Cooling issues in the UPPMAX compute room closed
The storm that flew passed Uppsala around 15:00 managed to turn off the cooling pumps and we were forced to emergency shutoff the Rackham, Irma, Dis and Bianca As soon as we have received confirmation from the technicians from Akademiska Hus we will try to restore as many systems as possible, but since this occurred during a Friday afternoon we can not guarantee that all systems will be up before Monday.
Final ticket report
All systems are up and running after the Ångström wide cooling failure.
At around 15:05 our computer room lost cooling due to failure of the Ångström cooling curcuit. The cooling failed because the main pumps that circulate the cooling medium stopped because of the thunder storms.
The temperature then started to rise about 1°C per minute and the situation quickly became critical.
Here is a short outline of what happened:
- ~ 14:56 Storm hits Polacksbacken.
- 15:03 A short power outage is noticed by UPPMAX staff and equipment in the computer room.
- 15:08 Loss of cooling and sms notifications are sent out to sysadmins.
- 15:23 Service request to akademiska hus is submitted by UPPMAX.
- 15:26 Temperature becomes critical, emergency shutdown of all systems begin.
- 15:55 Technician tells UPPMAX that pumps are up and running again.
- 16:02 Temperature of the cooling medium drops quickly.

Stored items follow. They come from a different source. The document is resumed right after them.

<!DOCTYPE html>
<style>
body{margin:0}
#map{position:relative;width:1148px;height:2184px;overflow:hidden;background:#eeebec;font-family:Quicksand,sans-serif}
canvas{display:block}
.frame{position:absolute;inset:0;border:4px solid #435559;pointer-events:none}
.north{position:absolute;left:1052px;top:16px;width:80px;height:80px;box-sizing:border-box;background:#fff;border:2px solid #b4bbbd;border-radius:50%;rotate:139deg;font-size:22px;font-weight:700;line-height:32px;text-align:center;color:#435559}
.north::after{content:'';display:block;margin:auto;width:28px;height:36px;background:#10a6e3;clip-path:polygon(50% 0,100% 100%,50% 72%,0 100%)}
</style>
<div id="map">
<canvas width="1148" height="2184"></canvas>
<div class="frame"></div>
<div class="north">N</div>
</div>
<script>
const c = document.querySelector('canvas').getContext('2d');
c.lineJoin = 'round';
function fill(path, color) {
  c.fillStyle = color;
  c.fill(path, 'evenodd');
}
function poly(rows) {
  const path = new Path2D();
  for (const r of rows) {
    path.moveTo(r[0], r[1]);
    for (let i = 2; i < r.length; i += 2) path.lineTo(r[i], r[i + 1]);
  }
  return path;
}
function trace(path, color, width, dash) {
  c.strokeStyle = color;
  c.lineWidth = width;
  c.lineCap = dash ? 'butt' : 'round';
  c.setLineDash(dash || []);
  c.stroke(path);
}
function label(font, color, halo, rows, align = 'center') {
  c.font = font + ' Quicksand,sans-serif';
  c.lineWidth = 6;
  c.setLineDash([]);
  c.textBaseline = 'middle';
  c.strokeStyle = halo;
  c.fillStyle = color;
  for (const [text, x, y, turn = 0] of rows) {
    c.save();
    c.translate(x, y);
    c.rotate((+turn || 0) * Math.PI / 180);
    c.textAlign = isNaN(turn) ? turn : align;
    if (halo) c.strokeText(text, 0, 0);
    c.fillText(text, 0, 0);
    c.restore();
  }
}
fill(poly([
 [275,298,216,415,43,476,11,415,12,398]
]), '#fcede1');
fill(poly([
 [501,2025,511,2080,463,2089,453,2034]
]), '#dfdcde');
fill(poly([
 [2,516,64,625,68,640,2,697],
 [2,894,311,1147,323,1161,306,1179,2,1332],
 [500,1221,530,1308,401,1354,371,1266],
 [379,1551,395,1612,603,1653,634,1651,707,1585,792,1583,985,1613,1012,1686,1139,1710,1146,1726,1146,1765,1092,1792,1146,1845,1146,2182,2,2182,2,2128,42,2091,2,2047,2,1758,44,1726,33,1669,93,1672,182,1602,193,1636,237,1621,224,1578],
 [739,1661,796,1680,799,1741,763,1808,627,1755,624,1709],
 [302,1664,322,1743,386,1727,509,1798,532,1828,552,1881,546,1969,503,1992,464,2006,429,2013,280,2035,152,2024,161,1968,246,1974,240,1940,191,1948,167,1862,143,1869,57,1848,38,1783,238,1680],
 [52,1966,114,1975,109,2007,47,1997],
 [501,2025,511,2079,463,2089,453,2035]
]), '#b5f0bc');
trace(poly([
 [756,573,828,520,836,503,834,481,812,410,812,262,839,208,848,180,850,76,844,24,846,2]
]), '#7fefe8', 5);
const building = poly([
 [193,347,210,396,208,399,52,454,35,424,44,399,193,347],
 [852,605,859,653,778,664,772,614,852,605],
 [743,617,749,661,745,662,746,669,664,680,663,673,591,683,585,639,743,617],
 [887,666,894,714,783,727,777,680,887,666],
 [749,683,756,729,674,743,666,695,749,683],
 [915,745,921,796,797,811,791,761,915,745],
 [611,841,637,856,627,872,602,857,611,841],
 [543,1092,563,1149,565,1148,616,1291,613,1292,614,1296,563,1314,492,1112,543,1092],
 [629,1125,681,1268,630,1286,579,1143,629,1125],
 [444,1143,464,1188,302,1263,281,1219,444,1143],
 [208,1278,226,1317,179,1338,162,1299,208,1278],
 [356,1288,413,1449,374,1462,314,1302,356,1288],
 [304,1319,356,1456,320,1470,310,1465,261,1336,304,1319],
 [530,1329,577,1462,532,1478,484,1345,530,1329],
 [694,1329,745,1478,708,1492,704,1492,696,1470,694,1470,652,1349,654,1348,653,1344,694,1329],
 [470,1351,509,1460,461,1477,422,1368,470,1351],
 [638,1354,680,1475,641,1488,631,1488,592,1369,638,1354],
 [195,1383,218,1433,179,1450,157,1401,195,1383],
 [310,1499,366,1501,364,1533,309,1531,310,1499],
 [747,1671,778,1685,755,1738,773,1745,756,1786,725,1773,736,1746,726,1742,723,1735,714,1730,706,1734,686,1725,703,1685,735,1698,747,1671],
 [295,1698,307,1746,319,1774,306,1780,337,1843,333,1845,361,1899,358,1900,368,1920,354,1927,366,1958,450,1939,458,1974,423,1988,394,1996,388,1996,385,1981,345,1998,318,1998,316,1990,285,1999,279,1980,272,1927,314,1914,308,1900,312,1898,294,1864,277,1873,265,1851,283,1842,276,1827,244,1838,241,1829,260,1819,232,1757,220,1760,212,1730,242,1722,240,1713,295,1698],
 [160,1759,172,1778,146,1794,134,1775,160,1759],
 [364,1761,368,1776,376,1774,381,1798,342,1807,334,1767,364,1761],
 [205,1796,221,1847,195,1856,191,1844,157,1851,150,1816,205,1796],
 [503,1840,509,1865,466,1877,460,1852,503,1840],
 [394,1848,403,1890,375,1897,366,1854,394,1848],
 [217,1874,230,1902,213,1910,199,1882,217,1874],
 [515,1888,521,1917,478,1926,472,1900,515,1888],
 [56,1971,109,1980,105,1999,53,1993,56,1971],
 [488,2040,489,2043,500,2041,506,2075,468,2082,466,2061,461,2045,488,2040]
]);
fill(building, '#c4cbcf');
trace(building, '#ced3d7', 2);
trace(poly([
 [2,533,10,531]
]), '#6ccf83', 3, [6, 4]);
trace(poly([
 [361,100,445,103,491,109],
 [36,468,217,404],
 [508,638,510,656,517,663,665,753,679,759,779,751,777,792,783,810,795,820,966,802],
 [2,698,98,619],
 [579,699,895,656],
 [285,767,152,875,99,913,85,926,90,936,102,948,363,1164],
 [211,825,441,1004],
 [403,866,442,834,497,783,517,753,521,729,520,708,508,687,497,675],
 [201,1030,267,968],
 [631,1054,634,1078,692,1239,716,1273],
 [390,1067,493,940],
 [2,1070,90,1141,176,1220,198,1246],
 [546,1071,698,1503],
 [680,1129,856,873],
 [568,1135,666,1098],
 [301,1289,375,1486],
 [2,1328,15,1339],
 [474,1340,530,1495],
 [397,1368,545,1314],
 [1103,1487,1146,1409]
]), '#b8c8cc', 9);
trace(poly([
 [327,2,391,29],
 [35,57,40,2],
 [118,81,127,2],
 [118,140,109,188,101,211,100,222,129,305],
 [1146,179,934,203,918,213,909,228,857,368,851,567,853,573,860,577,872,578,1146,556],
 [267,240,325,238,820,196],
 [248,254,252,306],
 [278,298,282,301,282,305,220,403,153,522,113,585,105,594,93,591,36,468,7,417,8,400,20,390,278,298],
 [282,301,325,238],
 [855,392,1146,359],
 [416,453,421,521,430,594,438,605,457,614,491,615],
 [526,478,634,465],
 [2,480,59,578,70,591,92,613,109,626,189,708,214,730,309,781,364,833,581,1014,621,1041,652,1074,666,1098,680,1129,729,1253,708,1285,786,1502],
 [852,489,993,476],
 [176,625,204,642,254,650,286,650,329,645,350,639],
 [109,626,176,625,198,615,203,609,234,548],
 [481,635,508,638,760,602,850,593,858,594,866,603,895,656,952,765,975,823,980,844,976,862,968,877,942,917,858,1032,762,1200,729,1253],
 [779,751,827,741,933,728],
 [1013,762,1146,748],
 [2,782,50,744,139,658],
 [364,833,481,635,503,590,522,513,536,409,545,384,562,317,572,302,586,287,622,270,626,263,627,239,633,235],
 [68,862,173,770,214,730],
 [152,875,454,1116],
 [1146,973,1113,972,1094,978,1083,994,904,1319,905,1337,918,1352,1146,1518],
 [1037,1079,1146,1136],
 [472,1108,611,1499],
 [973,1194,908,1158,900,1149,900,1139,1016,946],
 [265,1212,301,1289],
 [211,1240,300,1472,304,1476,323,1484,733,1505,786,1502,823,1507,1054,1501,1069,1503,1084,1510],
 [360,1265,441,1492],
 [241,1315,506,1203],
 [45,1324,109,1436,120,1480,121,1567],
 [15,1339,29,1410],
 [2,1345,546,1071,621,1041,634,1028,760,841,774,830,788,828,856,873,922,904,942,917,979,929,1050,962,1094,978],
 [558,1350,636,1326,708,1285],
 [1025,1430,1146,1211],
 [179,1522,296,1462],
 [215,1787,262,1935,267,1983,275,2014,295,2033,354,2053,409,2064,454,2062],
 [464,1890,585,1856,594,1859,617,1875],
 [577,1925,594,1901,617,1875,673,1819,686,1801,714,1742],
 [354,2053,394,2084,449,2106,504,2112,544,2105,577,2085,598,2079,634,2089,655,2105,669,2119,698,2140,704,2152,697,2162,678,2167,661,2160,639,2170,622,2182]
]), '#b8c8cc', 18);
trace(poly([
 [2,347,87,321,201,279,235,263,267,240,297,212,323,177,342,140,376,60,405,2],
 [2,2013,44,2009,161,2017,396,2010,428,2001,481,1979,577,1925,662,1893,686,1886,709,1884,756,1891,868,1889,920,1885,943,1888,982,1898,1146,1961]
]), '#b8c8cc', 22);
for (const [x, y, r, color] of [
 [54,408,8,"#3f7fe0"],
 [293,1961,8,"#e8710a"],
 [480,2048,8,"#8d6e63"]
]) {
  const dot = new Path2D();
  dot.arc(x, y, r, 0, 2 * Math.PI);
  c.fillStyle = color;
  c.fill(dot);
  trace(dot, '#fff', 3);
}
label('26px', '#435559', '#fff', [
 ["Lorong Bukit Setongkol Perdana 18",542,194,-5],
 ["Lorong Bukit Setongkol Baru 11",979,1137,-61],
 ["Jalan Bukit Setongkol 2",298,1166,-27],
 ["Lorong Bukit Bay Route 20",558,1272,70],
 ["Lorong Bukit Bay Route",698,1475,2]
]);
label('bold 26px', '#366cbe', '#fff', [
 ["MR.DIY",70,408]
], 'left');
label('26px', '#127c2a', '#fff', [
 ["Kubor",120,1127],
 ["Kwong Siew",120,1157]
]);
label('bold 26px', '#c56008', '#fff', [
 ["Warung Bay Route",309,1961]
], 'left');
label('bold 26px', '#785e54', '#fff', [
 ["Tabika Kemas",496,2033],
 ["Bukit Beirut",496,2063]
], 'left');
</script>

- 16:30 We decide to start putting systems back into production.
Update 2018-08-20 13:00
All systems online.
Update 2018-08-17 17:34
Rackham is now online.
Update 2018-08-17 16:34
The pumps have started and the temperature is back to normal. We have started the recovery process.
Update 2018-08-19 15:57
Bianca is now available again. We reopened irma for jobs friday night.